Government has made some US$10million available under the NEIP, an amount the minister admitted is not enough, but said it could go a long way to support innovative ideas, especially because interest rates on it will be cheaper than that of commercial banks.

“We’ve seen that too many people want to be on their own but they lack access to cheap funding. They can’t get the commercial loans. So, we want to get them the loans with low interest rates and hope that the banks and stakeholders will help us give them some training and also mentor them. So, it’s a whole value chain which includes how to access money, how to access banking, marketing and hand holding. This is an integrated comprehensive strategy to help them grow”, he said.

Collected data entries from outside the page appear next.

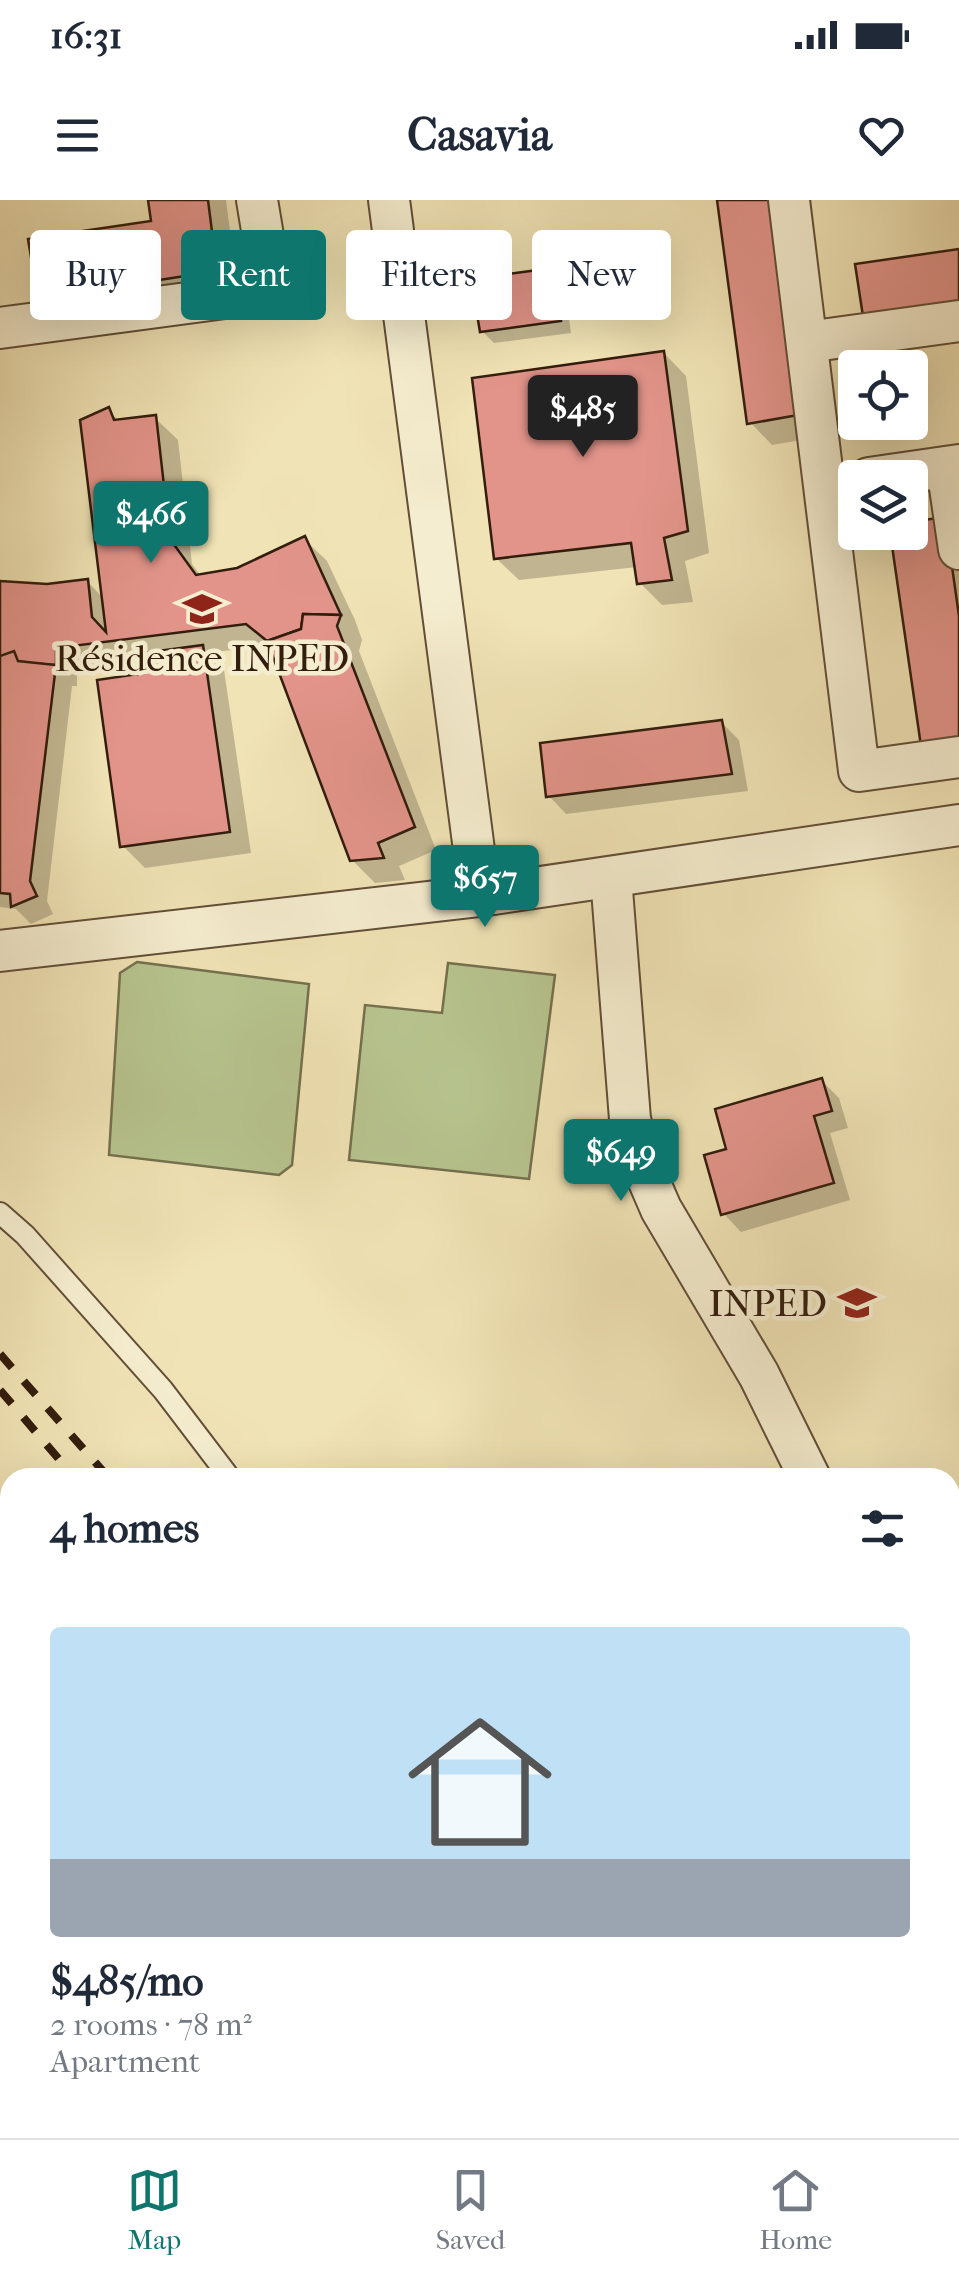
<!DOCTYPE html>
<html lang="en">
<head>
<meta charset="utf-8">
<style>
	body { margin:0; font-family:"IM FELL French Canon",serif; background:#f2f2f3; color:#1f2937; height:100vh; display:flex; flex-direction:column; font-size:38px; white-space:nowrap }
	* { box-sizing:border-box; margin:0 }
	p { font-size:32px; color:#747a83 }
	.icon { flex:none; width:55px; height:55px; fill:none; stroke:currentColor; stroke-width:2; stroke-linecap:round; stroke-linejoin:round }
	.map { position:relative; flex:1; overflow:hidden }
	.drawer { position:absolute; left:0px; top:1268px; width:960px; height:672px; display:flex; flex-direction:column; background:#fff; border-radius:30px 30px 0 0; box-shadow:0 10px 40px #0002 }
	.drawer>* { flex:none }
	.top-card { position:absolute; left:30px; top:30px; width:900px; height:90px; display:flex; gap:20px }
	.tools { position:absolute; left:838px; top:150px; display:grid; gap:20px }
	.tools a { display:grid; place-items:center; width:90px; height:90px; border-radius:10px; background:#fff; box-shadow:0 10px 40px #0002; font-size:50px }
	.price { position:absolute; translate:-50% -85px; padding:0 22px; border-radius:10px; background:#0f766e; color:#fff; font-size:32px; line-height:65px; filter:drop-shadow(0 2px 5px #0008) }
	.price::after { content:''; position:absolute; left:50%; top:60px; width:30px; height:22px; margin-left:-15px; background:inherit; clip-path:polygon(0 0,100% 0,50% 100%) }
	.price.active { background:#222; color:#fff }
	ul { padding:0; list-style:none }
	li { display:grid; align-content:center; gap:20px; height:530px; padding:0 50px }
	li+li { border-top:2px solid #e0e1e3 }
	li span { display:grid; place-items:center; height:310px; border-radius:10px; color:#555 }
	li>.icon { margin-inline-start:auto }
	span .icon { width:180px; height:180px; fill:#fffc; stroke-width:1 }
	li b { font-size:42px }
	h2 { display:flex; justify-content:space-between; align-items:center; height:120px; padding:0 50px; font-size:42px }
	.chip { padding:0 35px; border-radius:10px; background:#fff; box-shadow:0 10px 40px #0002; font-size:35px; line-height:90px }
	.chip.active { background:#0f766e; color:#fff }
	.status { display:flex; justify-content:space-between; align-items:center; height:70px; padding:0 50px; background:#fff; direction:ltr }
	.status svg { height:28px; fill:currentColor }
	header { display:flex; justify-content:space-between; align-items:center; height:130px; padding:0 50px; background:#fff; font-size:45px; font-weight:700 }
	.menu { display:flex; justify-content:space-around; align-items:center; height:140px; border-top:2px solid #e0e1e3; background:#fff; font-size:28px; color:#747a83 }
	.menu a { display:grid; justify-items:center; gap:5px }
	.menu .active { color:#0f766e }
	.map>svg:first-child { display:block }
	.green { fill:#b7c48f; stroke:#75704e; stroke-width:2.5 }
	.shadow { fill:#0003 }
	.building { fill:#e2948a; stroke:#331d0d; stroke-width:2.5 }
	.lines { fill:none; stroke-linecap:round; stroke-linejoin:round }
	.service-casing { stroke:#624e37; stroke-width:24 }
	.minor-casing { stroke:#624e37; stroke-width:44 }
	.secondary-casing { stroke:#331d0d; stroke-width:59 }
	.primary-casing { stroke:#331d0d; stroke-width:59 }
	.path { stroke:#331d0d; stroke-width:6; stroke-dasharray:8 5; stroke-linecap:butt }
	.service { stroke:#f5edcf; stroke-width:20 }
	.minor { stroke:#f5edcf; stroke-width:40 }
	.secondary { stroke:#f5edcf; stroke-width:55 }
	.primary { stroke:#e8c27a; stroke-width:55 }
	.rail { stroke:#331d0d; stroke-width:8; stroke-dasharray:18 18; stroke-linecap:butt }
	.labels { text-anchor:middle; stroke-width:9; stroke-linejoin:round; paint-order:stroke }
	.poi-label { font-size:38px; fill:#331d0d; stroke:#f5edcf }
</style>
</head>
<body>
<div class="status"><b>16:31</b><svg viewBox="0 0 49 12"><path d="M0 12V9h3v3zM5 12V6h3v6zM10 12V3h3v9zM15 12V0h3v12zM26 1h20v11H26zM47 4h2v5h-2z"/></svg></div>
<header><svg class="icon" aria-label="menu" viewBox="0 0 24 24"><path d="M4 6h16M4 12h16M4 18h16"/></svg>Casavia<svg class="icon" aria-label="heart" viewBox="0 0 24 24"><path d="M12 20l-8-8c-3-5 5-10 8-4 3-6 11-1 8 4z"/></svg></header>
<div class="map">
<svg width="959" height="1938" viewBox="0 0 959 1938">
	<rect width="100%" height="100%" fill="#f0e3b5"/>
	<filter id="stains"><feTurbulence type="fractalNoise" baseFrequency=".002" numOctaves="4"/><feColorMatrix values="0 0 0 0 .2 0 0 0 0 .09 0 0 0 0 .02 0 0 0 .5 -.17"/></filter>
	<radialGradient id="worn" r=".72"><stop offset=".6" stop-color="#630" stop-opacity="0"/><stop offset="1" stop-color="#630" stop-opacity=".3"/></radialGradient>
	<g class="green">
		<path d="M137 762 309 784 292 965 279 975 109 955 120 773Z"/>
		<path d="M448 763 555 775 529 979 349 960 365 805 442 813Z"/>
	</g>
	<g class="shadow">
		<path d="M151 0H226L238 93 63 120 40 97 154 23Z"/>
		<path d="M719 0 825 236 772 245 750 222Z"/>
		<path d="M552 70 564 82 571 133 494 143 482 131Z"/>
		<path d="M664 153 686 176 709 353 685 361 693 402 662 405 640 383 637 367 519 380 496 358Z"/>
		<path d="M108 210 120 222 155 218 178 240 192 364 201 376 238 371 304 339 327 361 355 420 362 440 359 451 436 650 399 666 405 680 375 683 352 660 271 445 208 453 224 470 251 653 145 668 123 646 148 475 146 461 77 470V486H72L47 701 53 714 31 724 16 709 0 707V383L47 387 87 381 104 399Z"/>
		<path d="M910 324 959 334V560L910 332Z"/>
		<path d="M721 522 739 540 748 591 566 614 549 596Z"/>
		<path d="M821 880 839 898 848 928 830 933 850 1000 741 1032 724 1014 729 950Z"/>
	</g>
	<g class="building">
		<path d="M148 0H208L217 71 38 99 28 39 151 21Z"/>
		<path d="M717 0H774L804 214 747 224Z"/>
		<path d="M959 49V109L864 123 855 64Z"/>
		<path d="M553 68 561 121 480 132 471 79Z"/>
		<path d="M664 151 688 331 664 338 672 380 637 384 631 343 494 359 472 178Z"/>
		<path d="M109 207 114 220 156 215 170 339 196 375 237 368 305 336 341 415 303 414 301 429 267 441 246 424 56 448V465L0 461V381L47 384 88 379 92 417 106 432 80 220Z"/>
		<path d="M945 317 959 416V541L921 546 890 332H910V322Z"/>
		<path d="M303 414 341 415 337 426 415 627 378 643 384 658 350 661 267 441 301 429Z"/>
		<path d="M203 445 230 632 120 647 97 480 145 473 143 453Z"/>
		<path d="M14 451 18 461 56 465 30 681 37 696 11 707 10 694 0 693V456Z"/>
		<path d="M722 520 732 574 546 597 540 543Z"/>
		<path d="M822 878 832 911 814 916 834 983 721 1015 704 955 726 949 715 909Z"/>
	</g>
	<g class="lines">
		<g class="service-casing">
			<path id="service" d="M0 1013 25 1035 163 1190 230 1278"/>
		</g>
		<g class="minor-casing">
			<g id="minor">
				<path d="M389 0 480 696"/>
				<path d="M789 0 859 571 959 557"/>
				<path d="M0 128 255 94 265 88 269 72 257 0"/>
				<path d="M807 142 959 121"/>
				<path d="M947 267 959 349"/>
				<path d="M869 278 959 265"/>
				<path d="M611 677 630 919 642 965 661 1009 759 1175 810 1278"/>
				<path d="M0 751 480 696 959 625"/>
				<path d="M445 1930 449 1938"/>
			</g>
		</g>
		<g class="secondary-casing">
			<path id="secondary" d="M950 1867 959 1876"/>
		</g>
		<g class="primary-casing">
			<g id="primary">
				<path d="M950 1527 959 1524"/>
				<path d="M0 1752 10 1749"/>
			</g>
		</g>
		<path class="path" d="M154 1938 155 1930"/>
		<use href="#service" class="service"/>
		<use href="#minor" class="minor"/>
		<use href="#secondary" class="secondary"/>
		<use href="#primary" class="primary"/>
		<g class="rail">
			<path d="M0 1154 109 1278"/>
			<path d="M0 1190 75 1278"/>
			<path d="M527 1930 531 1938"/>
			<path d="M547 1930 551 1938"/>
		</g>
	</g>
	<defs>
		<g id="university-bare" transform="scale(3)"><path d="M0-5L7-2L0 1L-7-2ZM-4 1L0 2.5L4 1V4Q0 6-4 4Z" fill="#8f2418" stroke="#f5edcf" stroke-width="2.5" paint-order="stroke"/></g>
	</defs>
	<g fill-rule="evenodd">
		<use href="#university-bare" x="202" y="409"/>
		<use href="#university-bare" x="857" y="1103"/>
	</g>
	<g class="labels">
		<g class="poi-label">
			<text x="202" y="471">Résidence INPED</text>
			<text x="827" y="1116" text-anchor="end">INPED</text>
		</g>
	</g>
	<rect width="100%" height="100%" filter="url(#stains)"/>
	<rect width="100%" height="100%" fill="url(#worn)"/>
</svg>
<div class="tools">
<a><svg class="icon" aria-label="locate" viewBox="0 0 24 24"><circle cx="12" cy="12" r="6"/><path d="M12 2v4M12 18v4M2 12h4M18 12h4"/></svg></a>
<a><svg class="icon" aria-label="layers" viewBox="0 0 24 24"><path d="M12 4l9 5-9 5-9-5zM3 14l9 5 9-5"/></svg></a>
</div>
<b class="price active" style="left:583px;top:260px">$485</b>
<b class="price" style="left:151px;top:366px">$466</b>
<b class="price" style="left:485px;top:730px">$657</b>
<b class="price" style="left:621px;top:1004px">$649</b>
<div class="top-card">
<a class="chip">Buy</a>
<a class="chip active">Rent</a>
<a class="chip">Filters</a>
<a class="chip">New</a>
</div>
<section class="drawer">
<h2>4 homes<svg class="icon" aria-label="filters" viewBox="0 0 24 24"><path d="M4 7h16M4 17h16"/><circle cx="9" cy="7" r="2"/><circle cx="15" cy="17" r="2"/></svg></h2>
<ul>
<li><span style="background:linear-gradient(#bfe0f5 75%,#9aa5b1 0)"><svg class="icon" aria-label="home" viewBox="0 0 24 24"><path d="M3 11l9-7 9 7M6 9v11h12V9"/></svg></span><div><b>$485/mo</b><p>2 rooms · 78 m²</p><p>Apartment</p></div></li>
</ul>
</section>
</div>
<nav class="menu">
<a class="active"><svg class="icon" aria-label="map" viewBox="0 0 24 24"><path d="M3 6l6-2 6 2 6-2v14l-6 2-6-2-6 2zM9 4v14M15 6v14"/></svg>Map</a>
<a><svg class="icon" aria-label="saved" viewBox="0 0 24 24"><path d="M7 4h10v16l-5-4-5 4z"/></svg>Saved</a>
<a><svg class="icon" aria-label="home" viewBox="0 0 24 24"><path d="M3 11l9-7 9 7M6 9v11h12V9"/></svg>Home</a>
</nav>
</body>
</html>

An estimated 45% of the country’s youth are said to be unemployed, a situation the minister said must change.

“Government must create the space for jobs in the country. So, we want to equip them with employable skills and finance so that they can set up businesses. The essence of it is to expand and employ other people.

We want to go ‘Ghana beyond Aid’, we can’t keep on depending on foreigners to make Ghana what it is. We have a lot of resources and we need to tap them but to get that inclusive development we need young people. So, we want to know what your challenges are so that together as government and the private sector, we can craft the policy.”

Addressing concerns raised by some of the young entrepreneurs on the tedious and expensive nature and processes involved in registering a business, the minister noted that one of the areas his outfit is focusing keenly on is to create a system where processing of young businesses could be very easy.

He said: “This is part of the reason why we came on this tour to get all these concerns and sit down as a government and find ways and means to make it easy and to help the young entrepreneur to expand and employ other people as well. So, we are making sure that start-ups have 2-3 years tax holidays, which means they would plough back to expand their businesses and employ others as well.”

Also present was Yaw Asamoah from the Private Sector Implementation Partner for NEIP under the Business ministry.

According to him, NEIP is in four strands which include the advisory service, which launched the biggest business plan competition in the country with more than 7,000 businesses. The advisory service is expected to begin operations in the south for some training. He encouraged the youth present to partake in this initiative if they have the interest for it.

There is also “access to finance,” where entrepreneurs could call on the ministry for grants, equity or debt with a lower interest rate. The third is “access to market” where the ministry could assist the start-up entrepreneur to reach out to the government and other markets with their products and services. The fourth is government policy, which involves government’s support to the entrepreneur.

Yaw Asamoah added that the whole idea is to build an integrated system for SMEs and start-ups and also to make doing business in Ghana much easier.

“The ultimate aim is to create jobs through entrepreneurship. So, we hope that you employ two or three people as time goes on and talk to us, if there’s anyway we can be of assistance, we would help.”